[Collected data]
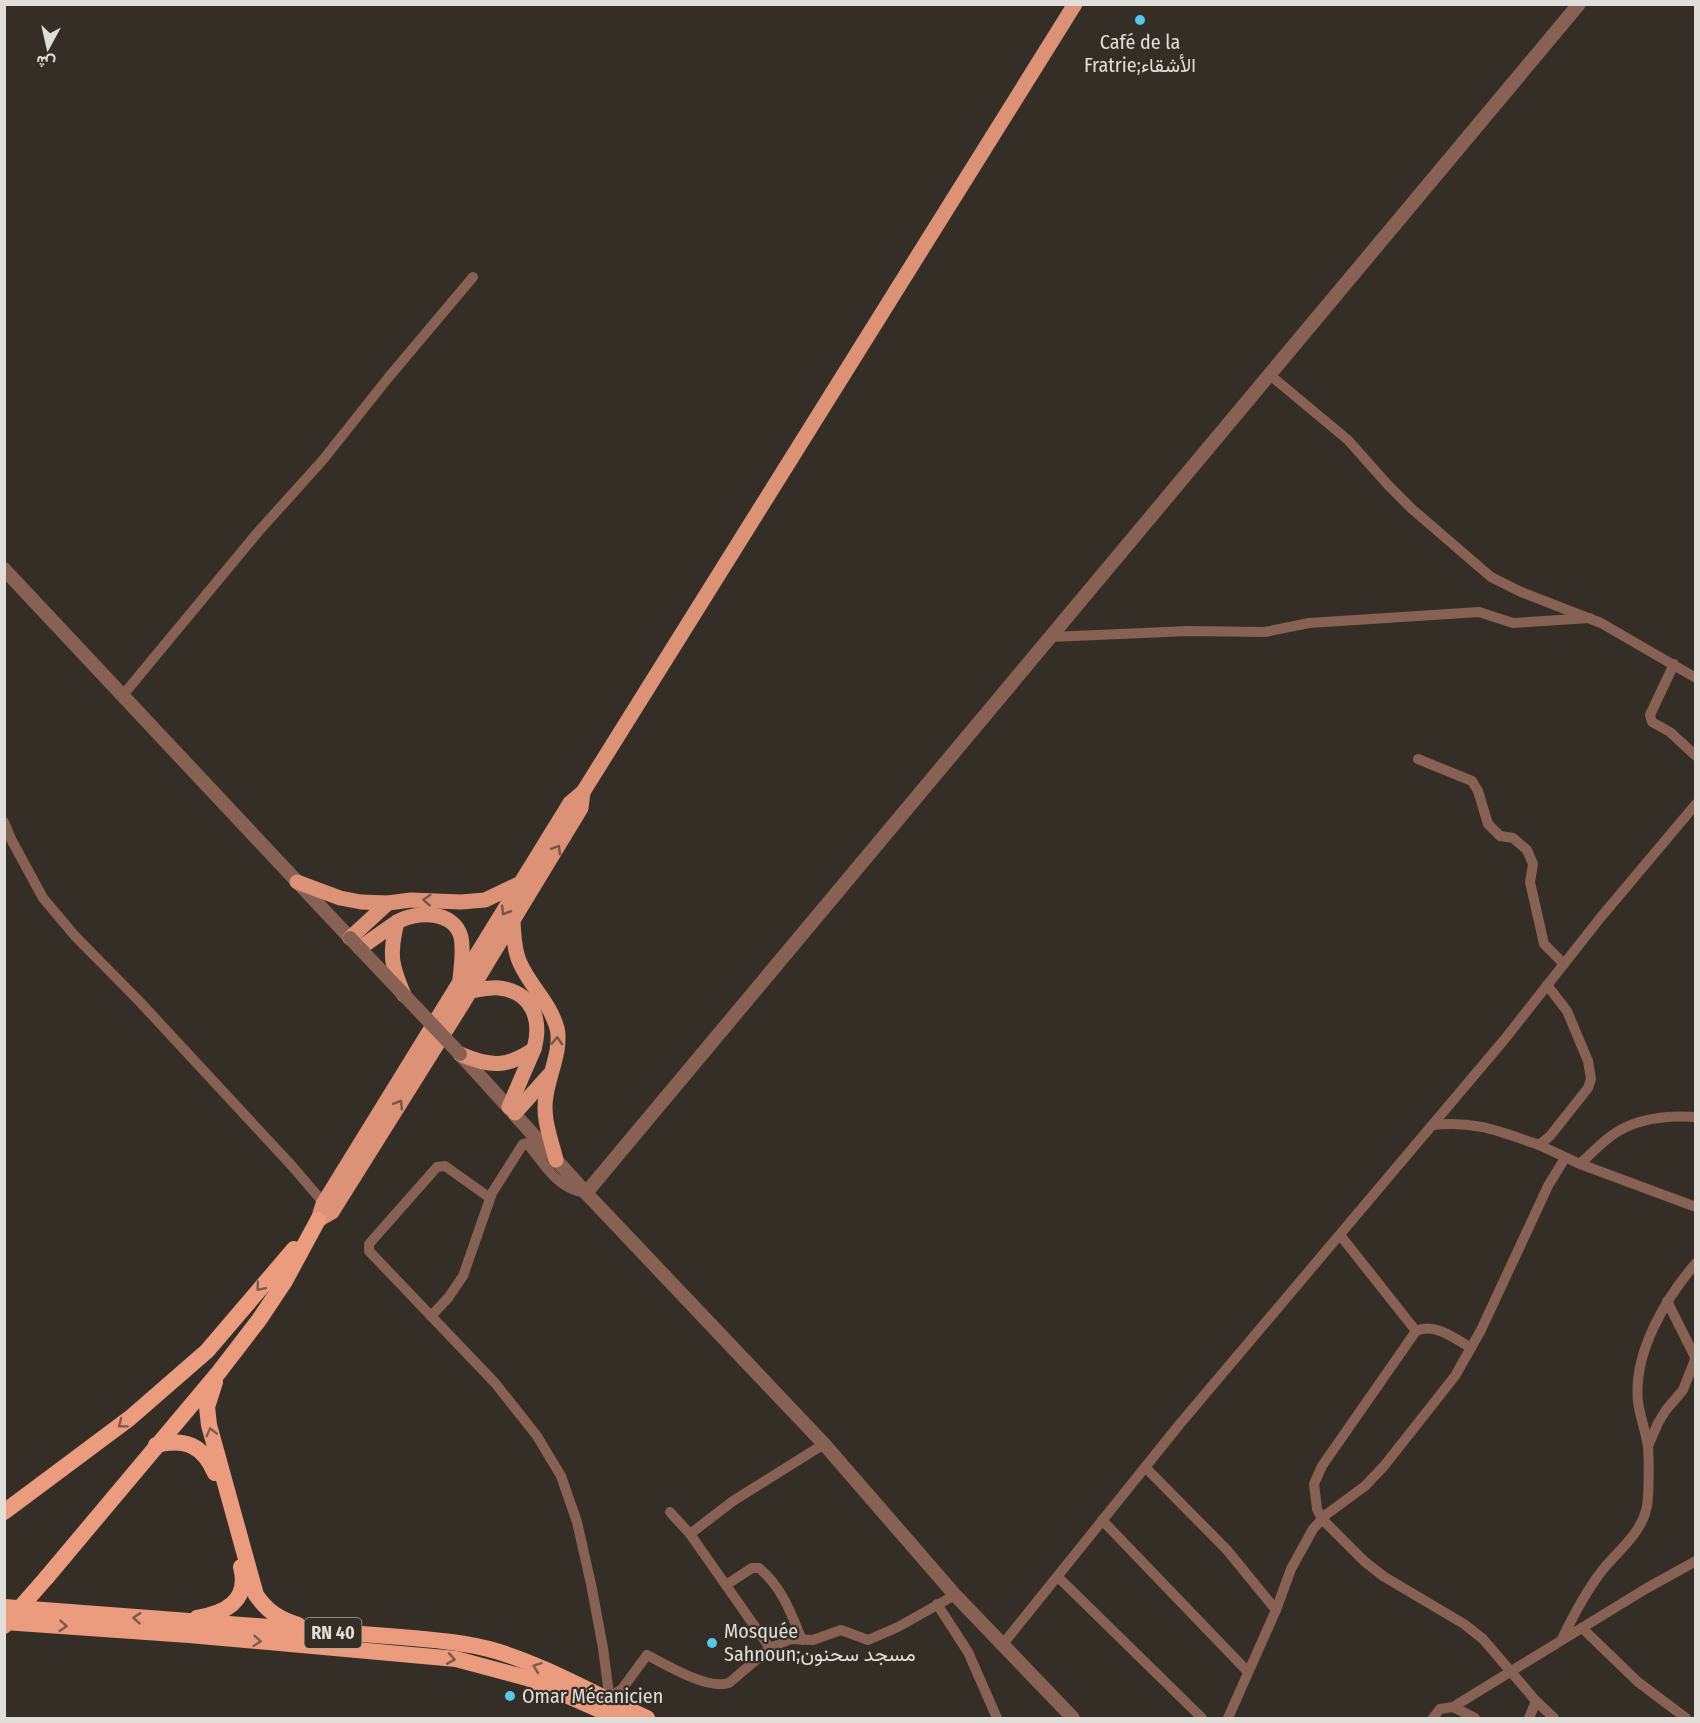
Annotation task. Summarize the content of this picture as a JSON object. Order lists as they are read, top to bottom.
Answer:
{
  "streets": {
    "highway": ["RN 40"]
  },
  "places": ["Café de la Fratrie;الأشقاء", "Mosquée Sahnoun;مسجد سحنون", "Omar Mécanicien"],
  "north": "bottom"
}
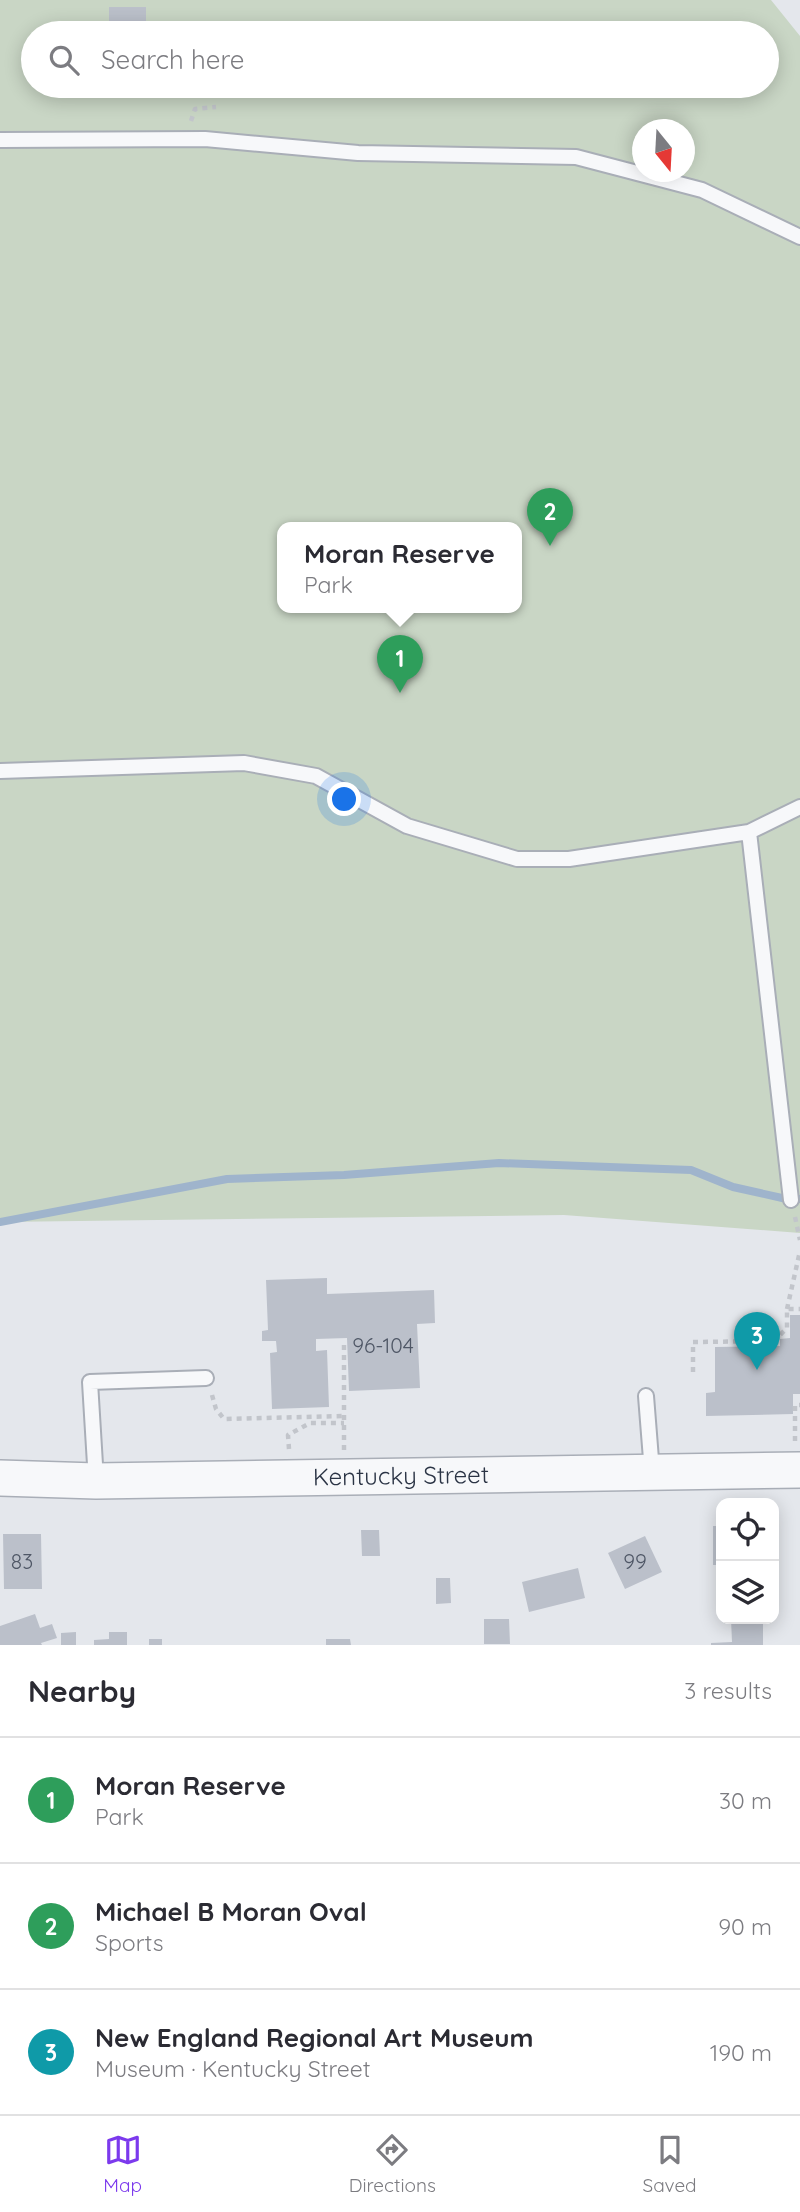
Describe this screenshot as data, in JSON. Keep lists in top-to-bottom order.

(Assigned task): Output every entry word for word, but omit the pictures.

(Solved exercise):
Annotation task. Summarize the content of this picture as a JSON object. Order lists as they are read, top to bottom.
Answer:
{
  "streets": {
    "highway": ["RN 40"]
  },
  "places": ["Café de la Fratrie;الأشقاء", "Mosquée Sahnoun;مسجد سحنون", "Omar Mécanicien"],
  "north": "bottom"
}
Describe this screenshot as data, in JSON. Keep lists in top-to-bottom order.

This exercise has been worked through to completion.